私が勤める金融機関はやたら試験がある。 所謂、金融業務検定やファイナンシャルプランナー等である。

昇格、昇給をするためにはこれらの試験を取得することが条件となっており、出世レースを勝ち抜くためにはどうしても必要な試験なのである。

桐崎はこういった「よく分からないけど必要な検定試験」に対しては「必要だからする」ぐらいのモチベーションで勉強をする。 決して「モノにしよう」とは思わない。 普段から皆様のおかげで読書習慣がついていることもあり、勉強についても苦ではない。そして、一応あらゆる試験をパスしてきた。

同僚たちは「桐崎はちゃっかし勉強して試験受かるよな。」と 定期テスト前の「やべえ勉強全くしてねー」と言う高校生みたいなことを言う。そして現に受かっていないのだ。
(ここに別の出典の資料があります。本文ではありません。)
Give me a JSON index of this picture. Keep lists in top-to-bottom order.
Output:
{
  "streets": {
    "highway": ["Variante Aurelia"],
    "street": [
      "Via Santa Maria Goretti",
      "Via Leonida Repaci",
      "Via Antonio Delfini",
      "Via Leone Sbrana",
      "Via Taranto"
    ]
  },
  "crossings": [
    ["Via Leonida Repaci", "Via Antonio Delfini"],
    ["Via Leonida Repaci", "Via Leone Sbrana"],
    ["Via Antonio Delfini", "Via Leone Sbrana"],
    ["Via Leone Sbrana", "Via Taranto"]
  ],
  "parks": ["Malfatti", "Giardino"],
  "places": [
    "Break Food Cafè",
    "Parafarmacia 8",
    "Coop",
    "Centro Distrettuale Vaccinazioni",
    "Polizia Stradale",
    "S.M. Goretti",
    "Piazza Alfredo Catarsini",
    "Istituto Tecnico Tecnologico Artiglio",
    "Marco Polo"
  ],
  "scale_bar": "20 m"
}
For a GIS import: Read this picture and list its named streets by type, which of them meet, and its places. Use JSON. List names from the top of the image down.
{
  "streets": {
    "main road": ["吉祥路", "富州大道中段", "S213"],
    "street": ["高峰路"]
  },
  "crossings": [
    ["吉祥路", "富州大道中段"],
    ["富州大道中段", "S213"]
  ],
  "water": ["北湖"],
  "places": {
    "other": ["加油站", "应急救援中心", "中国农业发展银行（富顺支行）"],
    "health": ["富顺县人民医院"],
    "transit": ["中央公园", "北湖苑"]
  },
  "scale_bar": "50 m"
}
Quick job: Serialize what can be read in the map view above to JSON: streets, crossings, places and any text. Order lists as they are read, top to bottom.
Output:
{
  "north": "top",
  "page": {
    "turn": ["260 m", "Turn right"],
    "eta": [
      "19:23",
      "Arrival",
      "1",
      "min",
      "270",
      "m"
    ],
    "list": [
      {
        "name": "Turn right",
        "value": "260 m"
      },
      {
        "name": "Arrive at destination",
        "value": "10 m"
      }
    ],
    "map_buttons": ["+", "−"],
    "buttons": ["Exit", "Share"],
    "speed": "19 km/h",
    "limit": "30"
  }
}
先日もとある検定試験があった。桐崎は既に合格済みであったのでゆるりと家族サービスをしつつ、何人かの女性とLINEして過ごす日曜だった。 翌日社内で先輩に「試験どうでした?」と尋ねる後輩がいた。 先輩の返答は「自己採点してないから分からない。隣の席の人がカリカリうるさくてさ。」と答えたのである。 そう、たぶんその試験に落ちているのだ。

僕は「プライド」が本当に必要なのかについて思いを巡らした。 プライドが邪魔をして過ごす日々ほど無駄なものはないかもしれない。 先日の「仕事の流儀」で山中伸弥先生は 「自分が何も分かっていないということを分かっているのがプロフェッショナル」と答えた。

つまり理想とする自分との距離感を把握してそれに向けて努力をする。 この努力をするためにはプライドは捨てなければならない。だって何者でもないのだから。 たくさんの成功体験や失敗体験をして築き上げる自分に対して誇りを持つのも大切だが、その誇りやプライドが錆びついていることにも気づかないで必死に地位を守る必要はない。

僕は何者でもない。プライドなどいらない。 明日からも「モテたい」を胸に生きていきたい。